What to work on:
With "from" as the search word, show every line of the material that has it.

Record excerpts:
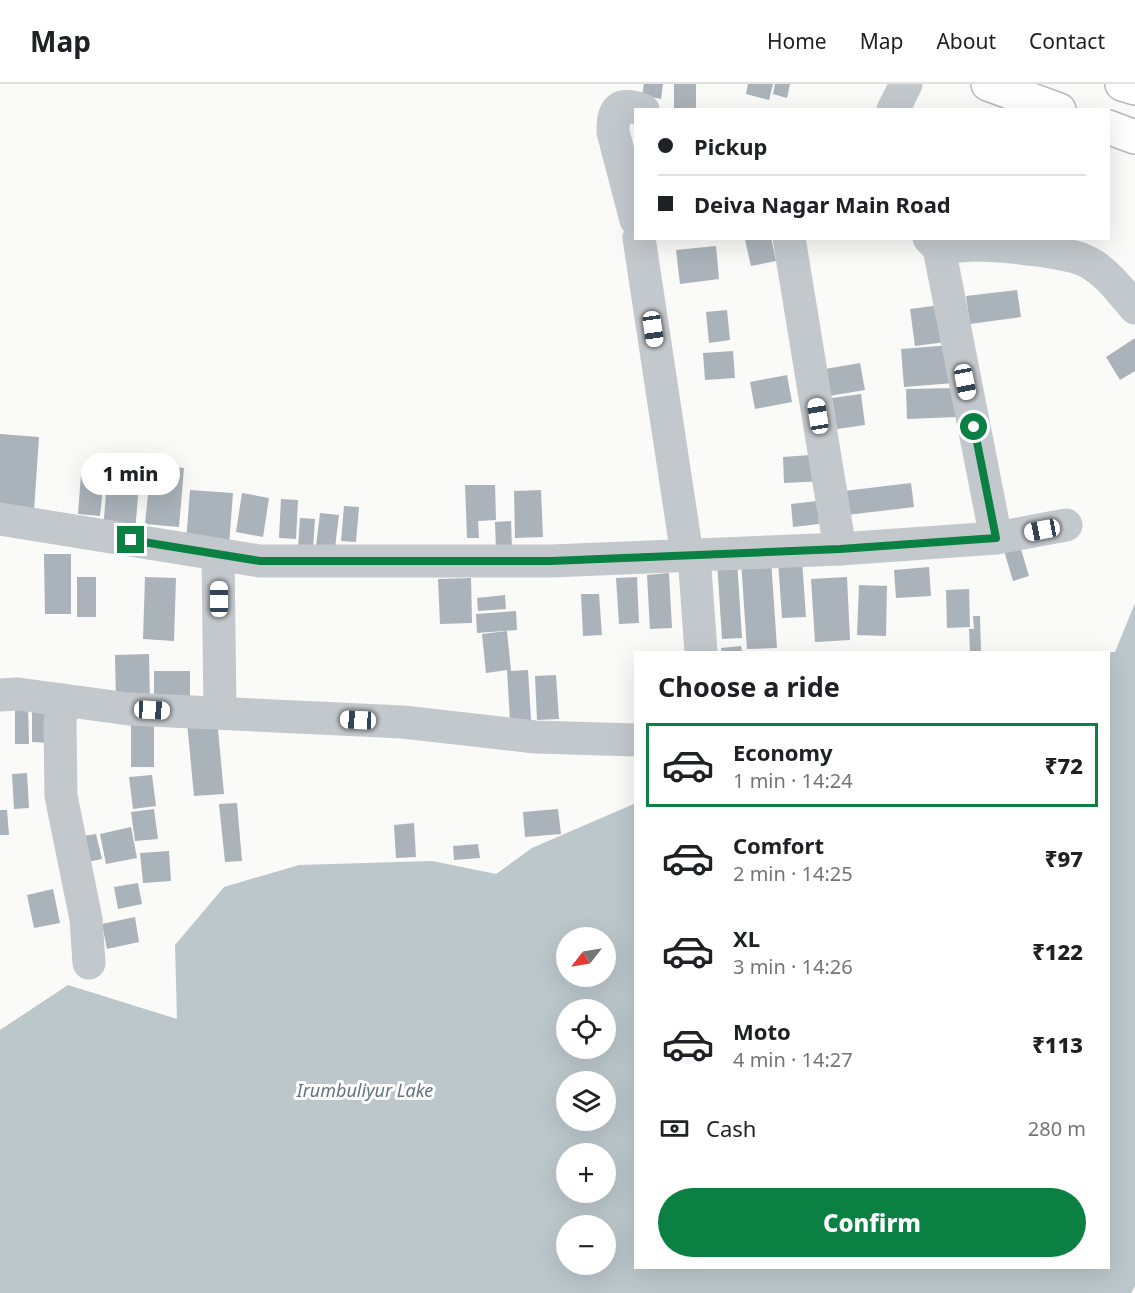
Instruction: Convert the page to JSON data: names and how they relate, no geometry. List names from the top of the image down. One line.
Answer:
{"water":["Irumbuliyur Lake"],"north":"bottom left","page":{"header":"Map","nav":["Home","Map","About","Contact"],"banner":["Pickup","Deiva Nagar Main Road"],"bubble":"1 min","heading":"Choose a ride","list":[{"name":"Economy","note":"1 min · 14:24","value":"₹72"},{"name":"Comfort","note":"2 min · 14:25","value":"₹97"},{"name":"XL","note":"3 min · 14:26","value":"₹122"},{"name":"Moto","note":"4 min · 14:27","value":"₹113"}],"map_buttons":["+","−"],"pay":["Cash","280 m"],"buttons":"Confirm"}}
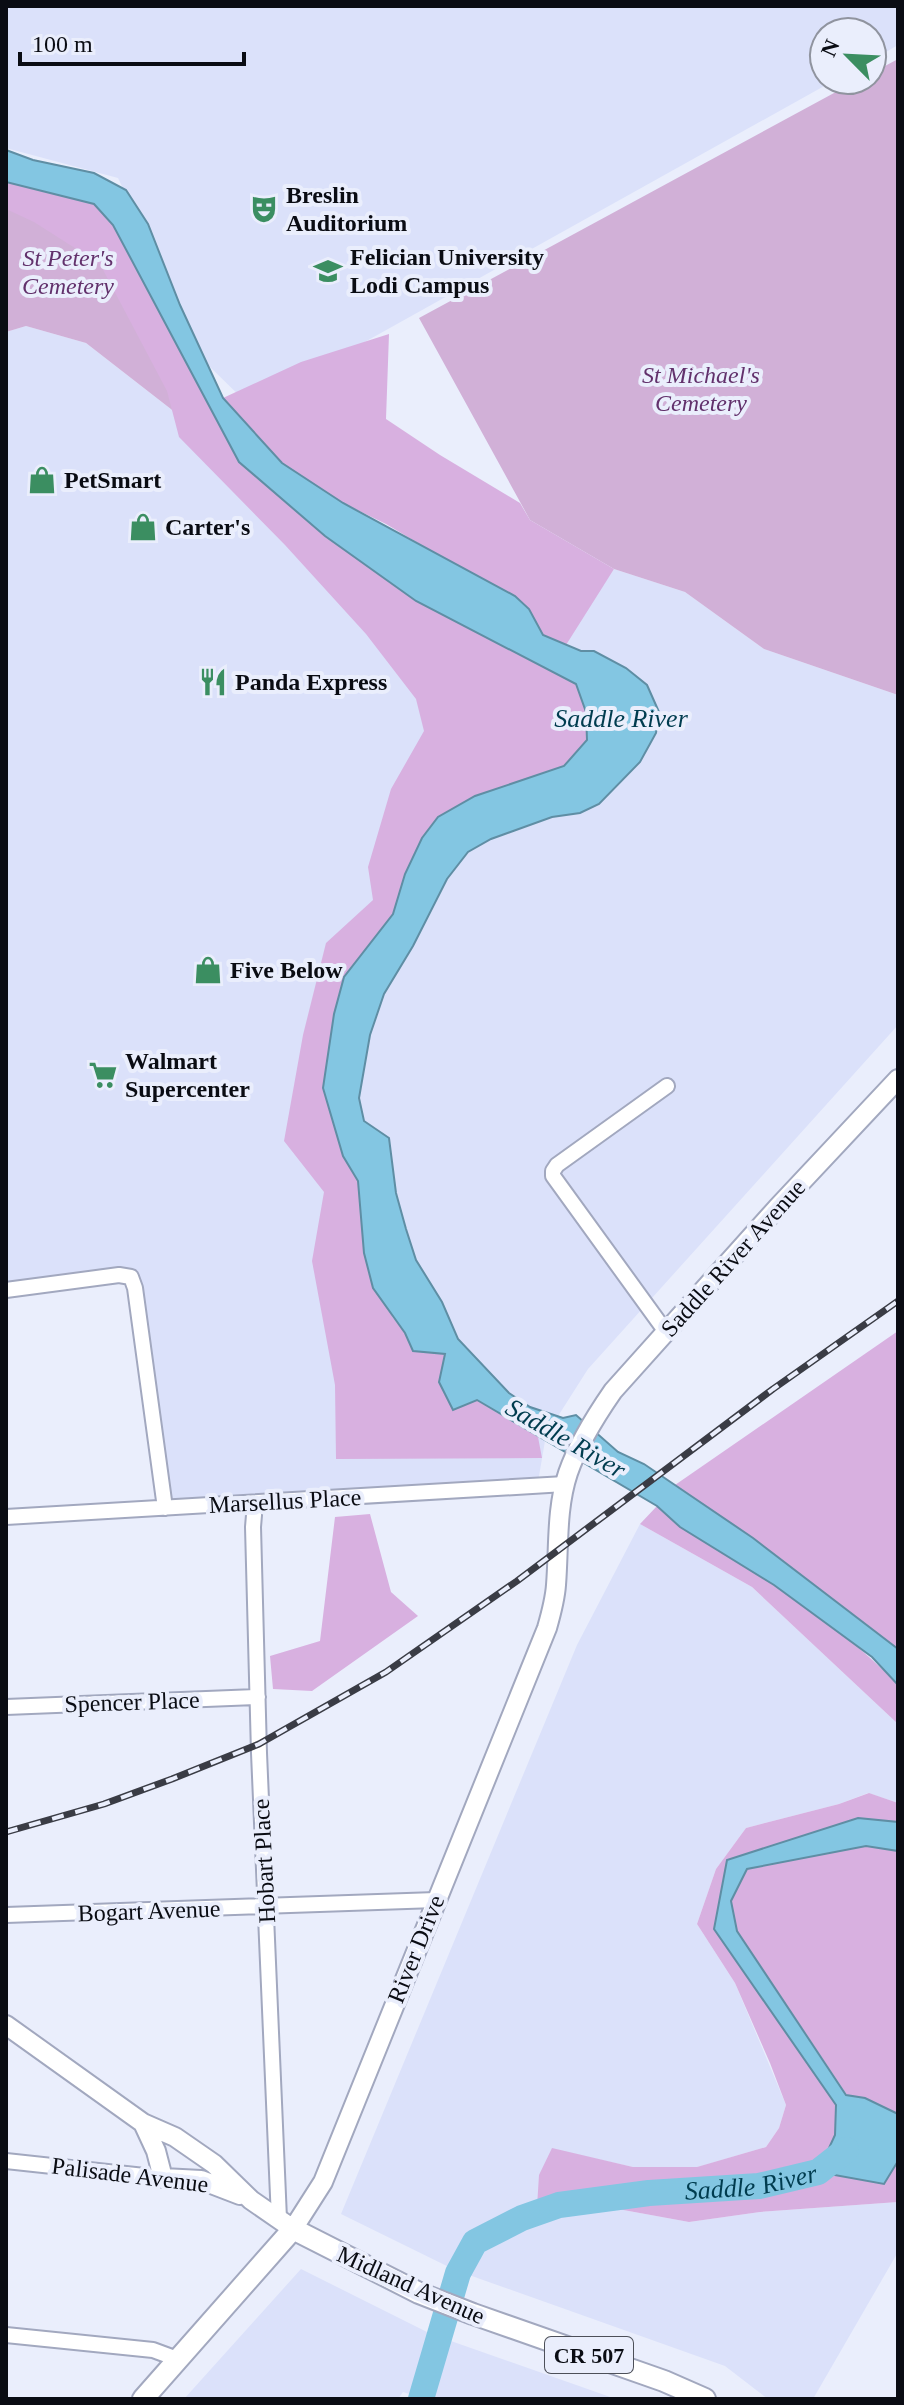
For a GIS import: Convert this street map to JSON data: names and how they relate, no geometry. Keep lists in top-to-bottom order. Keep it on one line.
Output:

* * *

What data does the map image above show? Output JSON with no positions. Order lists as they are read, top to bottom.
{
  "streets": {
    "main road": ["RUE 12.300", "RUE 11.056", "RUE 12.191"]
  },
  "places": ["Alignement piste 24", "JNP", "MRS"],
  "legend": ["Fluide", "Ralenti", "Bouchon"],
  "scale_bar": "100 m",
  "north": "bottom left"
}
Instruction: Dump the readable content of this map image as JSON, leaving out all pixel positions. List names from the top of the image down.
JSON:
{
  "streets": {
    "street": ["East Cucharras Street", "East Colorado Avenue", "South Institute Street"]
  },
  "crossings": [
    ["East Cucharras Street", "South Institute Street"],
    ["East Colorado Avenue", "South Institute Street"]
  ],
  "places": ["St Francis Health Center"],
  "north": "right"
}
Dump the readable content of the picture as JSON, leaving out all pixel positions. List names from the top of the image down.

Completed exercise:
Instruction: Convert the page to JSON data: names and how they relate, no geometry. List names from the top of the image down. One line.
Instruction: Dump the readable content of this map image as JSON, leaving out all pixel positions. List names from the top of the image down.
Dump the readable content of the picture as JSON, leaving out all pixel positions. List names from the top of the image down.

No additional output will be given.